Many will see and fear the LORD
and put their trust in him.
My Bible stayed open to those verses. I didn’t need to read them because I knew each verse word for word, but there was just something about seeing those words on that page. I believed that God would pull me out of the darkness. I still can’t read them without crying! It took time for me to start feeling better, but God was so gracious to me through the whole ordeal. He sent a friend who had experienced severe postpartum depression to help me, He prompted my Mom to visit me everyday so I wouldn’t be alone, He sent friends to our house with enough food for a football team, He gave Anderson the strength to be patient and understanding (even though he had no way of actually understanding), and He did indeed put a new song in my mouth! A song of praise to my King for blessing me with a healthy sweet, happy baby. A song of repentance for being so judgmental to other woman and for not embracing what an amazing blessing it was to have a baby.

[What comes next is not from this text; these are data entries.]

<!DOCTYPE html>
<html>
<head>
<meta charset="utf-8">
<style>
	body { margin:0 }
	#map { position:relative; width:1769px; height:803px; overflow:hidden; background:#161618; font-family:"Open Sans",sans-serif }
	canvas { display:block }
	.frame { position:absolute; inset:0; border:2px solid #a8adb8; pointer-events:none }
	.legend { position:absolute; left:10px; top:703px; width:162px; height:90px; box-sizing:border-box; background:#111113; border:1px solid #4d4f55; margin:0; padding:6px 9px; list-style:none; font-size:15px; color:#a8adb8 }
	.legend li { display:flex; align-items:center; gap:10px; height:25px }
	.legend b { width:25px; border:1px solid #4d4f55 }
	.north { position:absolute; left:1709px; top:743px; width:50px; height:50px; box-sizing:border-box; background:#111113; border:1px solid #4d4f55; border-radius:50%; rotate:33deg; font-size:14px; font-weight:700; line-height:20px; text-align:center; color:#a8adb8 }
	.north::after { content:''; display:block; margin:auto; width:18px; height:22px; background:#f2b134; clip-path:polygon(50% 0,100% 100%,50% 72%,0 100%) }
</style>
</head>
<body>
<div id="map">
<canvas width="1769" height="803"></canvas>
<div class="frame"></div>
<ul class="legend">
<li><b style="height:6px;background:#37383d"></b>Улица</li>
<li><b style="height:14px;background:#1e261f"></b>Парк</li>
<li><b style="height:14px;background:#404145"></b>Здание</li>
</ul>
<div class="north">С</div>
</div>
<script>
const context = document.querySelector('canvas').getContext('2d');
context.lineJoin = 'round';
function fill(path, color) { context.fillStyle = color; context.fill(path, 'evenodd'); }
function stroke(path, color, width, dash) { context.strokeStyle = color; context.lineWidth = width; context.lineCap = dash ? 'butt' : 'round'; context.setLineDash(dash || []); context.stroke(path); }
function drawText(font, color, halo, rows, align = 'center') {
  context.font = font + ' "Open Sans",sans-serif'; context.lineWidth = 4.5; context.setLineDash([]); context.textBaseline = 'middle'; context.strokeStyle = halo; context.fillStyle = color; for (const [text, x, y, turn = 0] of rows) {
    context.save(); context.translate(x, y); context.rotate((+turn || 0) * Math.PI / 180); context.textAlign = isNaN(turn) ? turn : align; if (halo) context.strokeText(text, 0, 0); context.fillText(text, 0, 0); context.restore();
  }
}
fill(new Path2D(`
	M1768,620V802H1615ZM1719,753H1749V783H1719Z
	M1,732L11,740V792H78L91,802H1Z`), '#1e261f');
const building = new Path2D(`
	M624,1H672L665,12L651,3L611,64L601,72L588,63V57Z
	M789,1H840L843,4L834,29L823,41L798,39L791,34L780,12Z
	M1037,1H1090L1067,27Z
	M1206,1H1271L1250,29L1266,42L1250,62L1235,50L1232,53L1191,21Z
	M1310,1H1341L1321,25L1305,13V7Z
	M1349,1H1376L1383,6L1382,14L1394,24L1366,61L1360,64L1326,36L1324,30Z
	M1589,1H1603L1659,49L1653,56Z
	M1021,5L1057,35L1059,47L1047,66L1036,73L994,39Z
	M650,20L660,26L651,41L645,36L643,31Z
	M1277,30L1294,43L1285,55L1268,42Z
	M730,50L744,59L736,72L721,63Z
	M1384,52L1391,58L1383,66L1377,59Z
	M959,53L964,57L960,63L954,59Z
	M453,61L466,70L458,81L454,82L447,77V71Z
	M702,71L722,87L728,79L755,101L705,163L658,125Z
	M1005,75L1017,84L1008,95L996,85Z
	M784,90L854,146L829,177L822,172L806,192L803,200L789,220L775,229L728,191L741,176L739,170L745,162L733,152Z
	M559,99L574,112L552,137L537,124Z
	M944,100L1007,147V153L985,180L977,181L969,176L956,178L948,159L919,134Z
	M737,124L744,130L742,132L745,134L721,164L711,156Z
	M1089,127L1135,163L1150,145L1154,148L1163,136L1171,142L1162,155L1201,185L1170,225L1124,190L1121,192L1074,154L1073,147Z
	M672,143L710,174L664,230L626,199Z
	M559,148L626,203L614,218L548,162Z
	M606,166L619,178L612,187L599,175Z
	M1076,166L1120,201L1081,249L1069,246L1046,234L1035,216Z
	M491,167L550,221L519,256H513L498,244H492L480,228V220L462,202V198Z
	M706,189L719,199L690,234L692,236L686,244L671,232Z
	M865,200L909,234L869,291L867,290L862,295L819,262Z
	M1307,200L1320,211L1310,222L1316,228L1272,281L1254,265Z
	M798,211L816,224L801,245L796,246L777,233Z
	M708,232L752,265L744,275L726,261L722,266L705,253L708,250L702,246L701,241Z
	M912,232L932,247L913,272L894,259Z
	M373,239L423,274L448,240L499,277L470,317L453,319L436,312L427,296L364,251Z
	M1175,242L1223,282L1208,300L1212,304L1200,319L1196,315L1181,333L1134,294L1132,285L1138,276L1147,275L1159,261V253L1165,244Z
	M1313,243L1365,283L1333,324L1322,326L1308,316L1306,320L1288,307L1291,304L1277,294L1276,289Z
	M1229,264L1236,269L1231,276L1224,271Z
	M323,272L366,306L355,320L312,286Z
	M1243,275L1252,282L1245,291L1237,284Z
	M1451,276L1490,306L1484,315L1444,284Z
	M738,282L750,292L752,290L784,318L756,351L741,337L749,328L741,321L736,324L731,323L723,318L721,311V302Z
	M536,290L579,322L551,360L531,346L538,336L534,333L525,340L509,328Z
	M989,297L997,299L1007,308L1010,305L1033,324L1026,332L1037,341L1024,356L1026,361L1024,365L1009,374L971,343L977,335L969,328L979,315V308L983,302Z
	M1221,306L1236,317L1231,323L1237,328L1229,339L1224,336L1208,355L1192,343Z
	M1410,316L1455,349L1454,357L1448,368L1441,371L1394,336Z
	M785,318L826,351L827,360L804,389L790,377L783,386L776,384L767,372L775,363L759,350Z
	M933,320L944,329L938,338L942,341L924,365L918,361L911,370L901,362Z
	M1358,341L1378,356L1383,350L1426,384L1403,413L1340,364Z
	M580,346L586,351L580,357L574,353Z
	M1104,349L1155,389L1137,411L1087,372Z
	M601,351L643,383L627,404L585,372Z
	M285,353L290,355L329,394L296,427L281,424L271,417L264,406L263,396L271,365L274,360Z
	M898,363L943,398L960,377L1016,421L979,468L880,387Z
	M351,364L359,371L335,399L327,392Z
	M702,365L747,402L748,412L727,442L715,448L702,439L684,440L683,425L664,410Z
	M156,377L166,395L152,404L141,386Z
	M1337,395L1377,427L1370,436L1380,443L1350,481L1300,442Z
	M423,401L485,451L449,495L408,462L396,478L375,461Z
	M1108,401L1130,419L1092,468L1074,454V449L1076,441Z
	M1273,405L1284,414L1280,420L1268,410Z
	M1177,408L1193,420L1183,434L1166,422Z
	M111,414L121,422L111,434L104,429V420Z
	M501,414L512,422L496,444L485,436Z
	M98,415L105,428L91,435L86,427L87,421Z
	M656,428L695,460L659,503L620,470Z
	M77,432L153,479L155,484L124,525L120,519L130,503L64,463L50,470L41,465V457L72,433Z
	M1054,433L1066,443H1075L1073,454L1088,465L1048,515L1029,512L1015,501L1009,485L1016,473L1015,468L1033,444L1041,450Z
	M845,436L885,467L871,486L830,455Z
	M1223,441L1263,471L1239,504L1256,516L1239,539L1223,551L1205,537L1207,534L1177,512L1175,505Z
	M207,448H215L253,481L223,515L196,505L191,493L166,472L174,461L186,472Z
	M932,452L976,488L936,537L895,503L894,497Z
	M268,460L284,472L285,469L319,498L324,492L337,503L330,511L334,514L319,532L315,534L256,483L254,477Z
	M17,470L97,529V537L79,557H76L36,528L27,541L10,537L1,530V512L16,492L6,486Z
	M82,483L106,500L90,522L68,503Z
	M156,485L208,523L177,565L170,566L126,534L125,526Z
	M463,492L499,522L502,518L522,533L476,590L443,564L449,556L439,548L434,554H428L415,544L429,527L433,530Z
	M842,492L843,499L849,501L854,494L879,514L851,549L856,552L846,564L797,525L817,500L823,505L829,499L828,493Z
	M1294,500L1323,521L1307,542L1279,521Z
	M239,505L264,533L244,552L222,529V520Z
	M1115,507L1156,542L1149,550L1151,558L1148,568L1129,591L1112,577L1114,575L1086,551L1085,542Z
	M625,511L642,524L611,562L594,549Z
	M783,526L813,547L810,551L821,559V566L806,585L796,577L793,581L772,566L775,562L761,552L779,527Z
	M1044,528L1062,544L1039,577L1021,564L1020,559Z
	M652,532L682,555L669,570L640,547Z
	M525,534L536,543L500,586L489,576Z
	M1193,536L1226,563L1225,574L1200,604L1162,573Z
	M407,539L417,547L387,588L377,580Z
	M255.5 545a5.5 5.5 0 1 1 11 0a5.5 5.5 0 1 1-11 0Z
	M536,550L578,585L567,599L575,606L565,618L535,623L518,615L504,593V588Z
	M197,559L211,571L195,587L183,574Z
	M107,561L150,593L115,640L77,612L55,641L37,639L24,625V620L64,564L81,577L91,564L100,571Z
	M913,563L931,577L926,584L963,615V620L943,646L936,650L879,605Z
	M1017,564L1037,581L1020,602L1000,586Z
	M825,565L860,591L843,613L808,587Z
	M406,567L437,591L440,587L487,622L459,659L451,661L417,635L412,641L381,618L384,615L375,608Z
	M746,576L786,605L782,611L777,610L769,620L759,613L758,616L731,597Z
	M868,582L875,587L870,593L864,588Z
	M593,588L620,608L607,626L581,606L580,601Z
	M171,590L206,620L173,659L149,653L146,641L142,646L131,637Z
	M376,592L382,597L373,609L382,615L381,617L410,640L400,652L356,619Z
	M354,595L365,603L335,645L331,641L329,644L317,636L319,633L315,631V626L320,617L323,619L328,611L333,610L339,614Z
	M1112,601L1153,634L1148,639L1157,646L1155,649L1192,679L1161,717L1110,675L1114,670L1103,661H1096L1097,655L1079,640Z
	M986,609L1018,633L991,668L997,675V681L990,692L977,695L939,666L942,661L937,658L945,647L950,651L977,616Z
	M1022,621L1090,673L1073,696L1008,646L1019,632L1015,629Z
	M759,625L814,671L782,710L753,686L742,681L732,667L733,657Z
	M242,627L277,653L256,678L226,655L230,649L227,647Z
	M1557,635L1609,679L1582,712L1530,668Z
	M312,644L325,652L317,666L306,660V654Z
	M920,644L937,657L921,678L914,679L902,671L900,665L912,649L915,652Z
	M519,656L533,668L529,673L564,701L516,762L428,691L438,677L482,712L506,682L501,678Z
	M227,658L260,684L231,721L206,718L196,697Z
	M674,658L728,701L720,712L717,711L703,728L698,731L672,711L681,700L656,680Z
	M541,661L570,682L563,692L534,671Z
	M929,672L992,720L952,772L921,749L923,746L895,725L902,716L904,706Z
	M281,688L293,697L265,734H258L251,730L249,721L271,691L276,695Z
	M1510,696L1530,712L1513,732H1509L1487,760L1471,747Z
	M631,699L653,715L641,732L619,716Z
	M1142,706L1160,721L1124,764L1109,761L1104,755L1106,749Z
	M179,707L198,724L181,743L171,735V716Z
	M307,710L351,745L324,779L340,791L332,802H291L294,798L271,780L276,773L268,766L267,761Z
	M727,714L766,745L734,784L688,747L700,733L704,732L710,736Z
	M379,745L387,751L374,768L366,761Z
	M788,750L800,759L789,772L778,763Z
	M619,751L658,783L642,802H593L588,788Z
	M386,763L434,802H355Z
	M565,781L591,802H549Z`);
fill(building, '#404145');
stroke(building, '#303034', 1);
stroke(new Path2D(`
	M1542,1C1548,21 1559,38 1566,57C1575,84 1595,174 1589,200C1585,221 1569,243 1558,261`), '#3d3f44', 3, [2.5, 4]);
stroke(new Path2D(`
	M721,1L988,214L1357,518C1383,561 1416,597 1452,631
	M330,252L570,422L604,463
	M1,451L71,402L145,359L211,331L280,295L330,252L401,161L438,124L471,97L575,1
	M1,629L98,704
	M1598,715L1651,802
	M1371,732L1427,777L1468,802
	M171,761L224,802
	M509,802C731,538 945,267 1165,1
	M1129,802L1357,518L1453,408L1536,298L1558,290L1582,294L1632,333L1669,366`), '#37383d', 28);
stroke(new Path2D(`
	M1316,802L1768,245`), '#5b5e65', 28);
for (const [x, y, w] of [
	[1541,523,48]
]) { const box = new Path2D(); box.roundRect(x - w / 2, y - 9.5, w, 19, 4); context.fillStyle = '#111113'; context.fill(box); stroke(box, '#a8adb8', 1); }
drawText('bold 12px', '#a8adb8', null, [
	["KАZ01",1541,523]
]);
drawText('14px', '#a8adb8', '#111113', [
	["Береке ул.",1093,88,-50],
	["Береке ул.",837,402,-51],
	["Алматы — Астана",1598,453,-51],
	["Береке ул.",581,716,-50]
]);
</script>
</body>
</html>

A lot of people say that the biggest lesson they learn from becoming a parent is the depth of love they are capable of having for another person. I get that. It blows my mind too! But the biggest thing I’ve learned is not to judge other people, especially other moms. I don’t care if they let their kids eat fried chicken nuggets and french fries at every meal. I know how hard it is to fight with a kid who doesn’t want to eat. And I don’t give them rude looks when I see them in the grocery store in sweats with dirty hair. I know what it feels like to be up all night with a sick baby then have to run out for milk and not even remember to look to see if you’re wearing shoes. I don’t think they’re ridiculous for choosing to home school or for working full-time or staying home full-time or for going to “mommy and me” groups. Their experiences aren’t the same as mine, and I have no idea what they’re going through. So instead I choose to encourage them to keep on. Being a mom is tough!

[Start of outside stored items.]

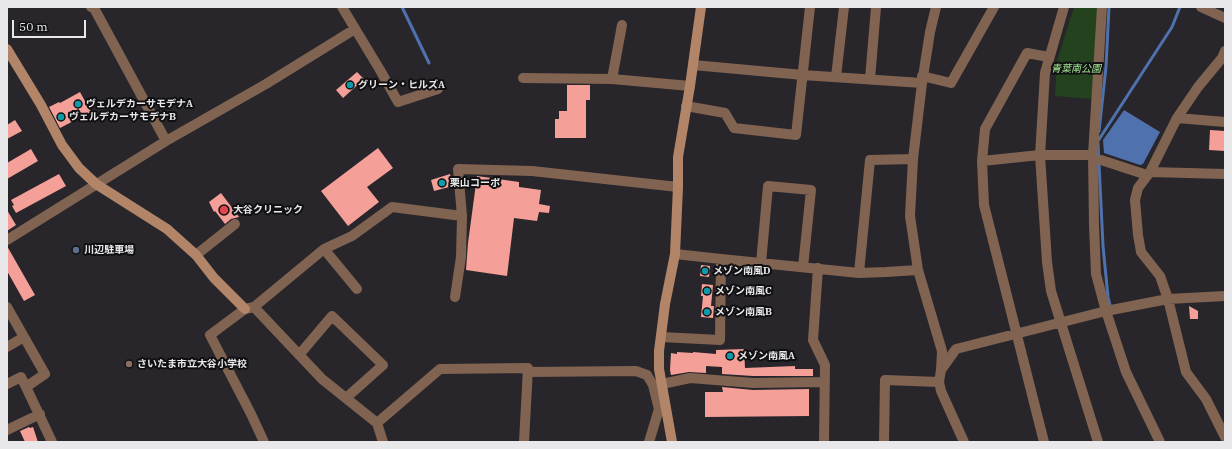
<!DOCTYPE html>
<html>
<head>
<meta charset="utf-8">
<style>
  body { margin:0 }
  #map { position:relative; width:1232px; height:449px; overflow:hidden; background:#28262a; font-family:"IBM Plex Serif",serif }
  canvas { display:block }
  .frame { position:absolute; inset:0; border:8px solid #e8e7ea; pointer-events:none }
  .scale { position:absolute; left:12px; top:20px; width:74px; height:18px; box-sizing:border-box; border:2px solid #e8e7ea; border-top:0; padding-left:5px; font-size:12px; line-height:14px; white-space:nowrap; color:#e8e7ea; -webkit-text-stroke:3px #101012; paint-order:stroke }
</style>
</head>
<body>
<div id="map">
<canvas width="1232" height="449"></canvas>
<div class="frame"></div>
<div class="scale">50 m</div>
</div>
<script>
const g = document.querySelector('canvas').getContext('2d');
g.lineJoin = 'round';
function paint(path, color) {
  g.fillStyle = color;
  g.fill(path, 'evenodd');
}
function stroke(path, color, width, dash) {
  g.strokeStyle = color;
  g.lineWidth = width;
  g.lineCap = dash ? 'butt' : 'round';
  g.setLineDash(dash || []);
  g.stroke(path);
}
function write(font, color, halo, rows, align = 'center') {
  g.font = font + ' "IBM Plex Serif","Noto Sans JP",serif';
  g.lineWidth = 4;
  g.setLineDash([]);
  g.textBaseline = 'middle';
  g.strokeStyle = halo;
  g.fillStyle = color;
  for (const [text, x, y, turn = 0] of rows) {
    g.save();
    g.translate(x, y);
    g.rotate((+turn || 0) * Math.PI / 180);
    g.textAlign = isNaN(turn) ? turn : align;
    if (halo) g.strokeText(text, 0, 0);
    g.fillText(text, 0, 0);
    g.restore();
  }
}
const green = new Path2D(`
  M1074,7H1099L1092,99L1055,96L1057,61Z`);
const water = new Path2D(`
  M1124,110L1160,132L1143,164L1140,165L1104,153L1103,140Z`);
const stream = new Path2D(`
  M402,7L429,63
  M1099,131L1106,67L1109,7
  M1098,141L1172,27L1180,7
  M1098,143L1103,246L1108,297L1111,309`);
const building = new Path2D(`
  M357,72L364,79L343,98L336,90Z
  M567,85H590V100H586V138H555V119H559V111H567Z
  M80,92L91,112L60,128L49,107L59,102L60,103Z
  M15,120L22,131L7,139V125Z
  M1210,130L1225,131V151L1209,150Z
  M378,148L393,168L367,187L379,202L348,226L321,191Z
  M31,149L38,161L7,179V163Z
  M59,174L66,186L16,213L12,206L14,205L11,200Z
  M450,174L453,186L434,191L431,180Z
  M477,176L519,182V187L541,190L539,204L550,206L549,213L539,212L537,221L514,218L507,276L466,270L468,243Z
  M221,193L239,217L231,219L225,224L215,211L214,212L209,202Z
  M7,210L16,225L7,231Z
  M7,246L35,295L24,301L7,271Z
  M701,265L710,266L709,277L700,276Z
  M702,284L713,285L711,306H714L713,318L701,317L703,296H701Z
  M1189,306L1198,311V319H1190Z
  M744,349L745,368L795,366V369H813V376H753L722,374V367L706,366V373L689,372L671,375L670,370L671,353L677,354V352L693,353V352L716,354V350Z
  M722,387L753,390L809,389V416L705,417V392H723Z
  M29,427L30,428L33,427L38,442H25L20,431Z`);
const street = new Path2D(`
  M91,7L94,8L166,141
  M342,7L380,70L398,102L438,89
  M936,7L930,32L922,83L913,159L910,216L918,270L942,351L941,370
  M1064,7L1045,73L1040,155L1047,262L1051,291L1098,442
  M1102,7L1093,155L1094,225L1096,274L1106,311L1126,372L1160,442
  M1201,7L1225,18
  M1225,51L1222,58L1198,87L1177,118L1150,172L1138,188L1135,200L1138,235L1141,252L1160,276L1168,299L1186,372L1206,399L1225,437
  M693,65L803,75L922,83
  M922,76L951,83L994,7
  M836,77L844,7
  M523,78L612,79L690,86
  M612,79L622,25
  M870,79L876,7
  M686,106L725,113L734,128L796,135L810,7
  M1177,118L1225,122
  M1101,160L1147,175
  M982,161L1040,155H1093
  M1150,172L1225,174
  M7,240L166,141L266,84L355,29
  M324,249L357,289
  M675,254L721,259L859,273L886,272L918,270
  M196,255L235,224
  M761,263L768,186L811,190L803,267
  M818,268L813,340L825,365L824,442
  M859,273L870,160L913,159
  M455,297L461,257L462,216
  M7,307L45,374L26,387L52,442
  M254,307L322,379L377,423L383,442
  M661,337L720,340L721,259
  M7,347L24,337
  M299,355L332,316L383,365L346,398
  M527,372L636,371L647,375L653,385L659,409L649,442
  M7,384L21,377L26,387
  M662,384L690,378L753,383L825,382
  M377,423L440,369L528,368L524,442
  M7,430L40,414
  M264,442L251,414L210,335L245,309L254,307L324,249L352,236L392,207L462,216L458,169L532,171L678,187
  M884,442L885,380L939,382
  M964,442L941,391L939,382L941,370L956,349L1106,311L1168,299L1225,296
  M1044,442L984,205L982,161L985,129L1027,53L1049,57`);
const secondary = new Path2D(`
  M7,49L41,105L62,145L79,168L96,184L167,229L196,255L214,278L245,309
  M672,442L659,369V351L665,304L675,254L678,187V157L690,86L701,7`);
const markers = [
  [350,85,4,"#0f9aa8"],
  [78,104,4,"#0f9aa8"],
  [61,117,4,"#0f9aa8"],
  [442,183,4,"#0f9aa8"],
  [224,210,5,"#e0444e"],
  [76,250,4,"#5c6f8a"],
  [705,271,4,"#0f9aa8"],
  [707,291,4,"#0f9aa8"],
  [707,312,4,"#0f9aa8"],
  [730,356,4,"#0f9aa8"],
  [129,364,4,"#8d6e63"]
];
const parkNames = [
  ["青葉南公園",1076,69]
];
const poiNames = [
  ["グリーン・ヒルズA",358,85],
  ["ヴェルデカーサモデナA",86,104],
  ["ヴェルデカーサモデナB",69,117],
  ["栗山コーポ",450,183],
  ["大谷クリニック",233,210],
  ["川辺駐車場",84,250],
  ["メゾン南風D",713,271],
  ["メゾン南風C",715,291],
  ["メゾン南風B",715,312],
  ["メゾン南風A",738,356],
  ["さいたま市立大谷小学校",137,364]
];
paint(green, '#24421d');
paint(water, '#4f71ae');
stroke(stream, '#4f71ae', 3);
paint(building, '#f59f99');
stroke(street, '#816352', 10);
stroke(secondary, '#b38568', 10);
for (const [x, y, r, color] of markers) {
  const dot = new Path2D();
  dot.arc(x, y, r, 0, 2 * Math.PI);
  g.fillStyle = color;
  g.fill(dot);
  stroke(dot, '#101012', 1.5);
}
write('italic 10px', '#a2e691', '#101012', parkNames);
write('bold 10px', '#e8e7ea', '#101012', poiNames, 'left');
</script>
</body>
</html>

So don’t invite me to your baby shower unless you want my speech. It goes something like this: “The first few weeks after you have a baby are Hell. HELL! You don’t sleep and you might be on strong meds. If you choose to nurse, you will feel like a dairy cow. (It’s very sexy). The most exciting thing you will do some days is shower. You might feel depressed and lonely. If you do, CALL ME! Hang on. It gets easier. If I can do it, you can do it. Get a calendar, and put a big happy face at the two week mark then a bigger one at six weeks. Look at that calendar everyday and know that when you hit those marks it gets a lot easier! Don’t let anyone make you feel bad. Your experience is not like anyone else’s. Don’t worry about enjoying every minute. People who tell you to do that have either forgotten how hard it is or didn’t have the same experience as you. You’ll get to the point where you can enjoy the experience as a whole. You can do it! You can do it! You can do it! If you don’t need to remember this speech, you won’t. If you think I’m an awful mom, because it’s all roses and home cooked meals at your home, that’s fine. But we can’t be friends anymore.”
I feel like God has called me to do and be things other than Kingston’s mom. But that’s definitely near the top of my list now; right under being Anderson’s wife. And that’s where it will always be. Wait! Who am I kidding? I don’t even have a list anymore. If I did I wouldn’t be able to find it! And while I’m really thankful for the stuff that was on my list before, it all pales in comparison when I hear a little high pitched toddler voice say “Mamma” and realize he’s talking to me!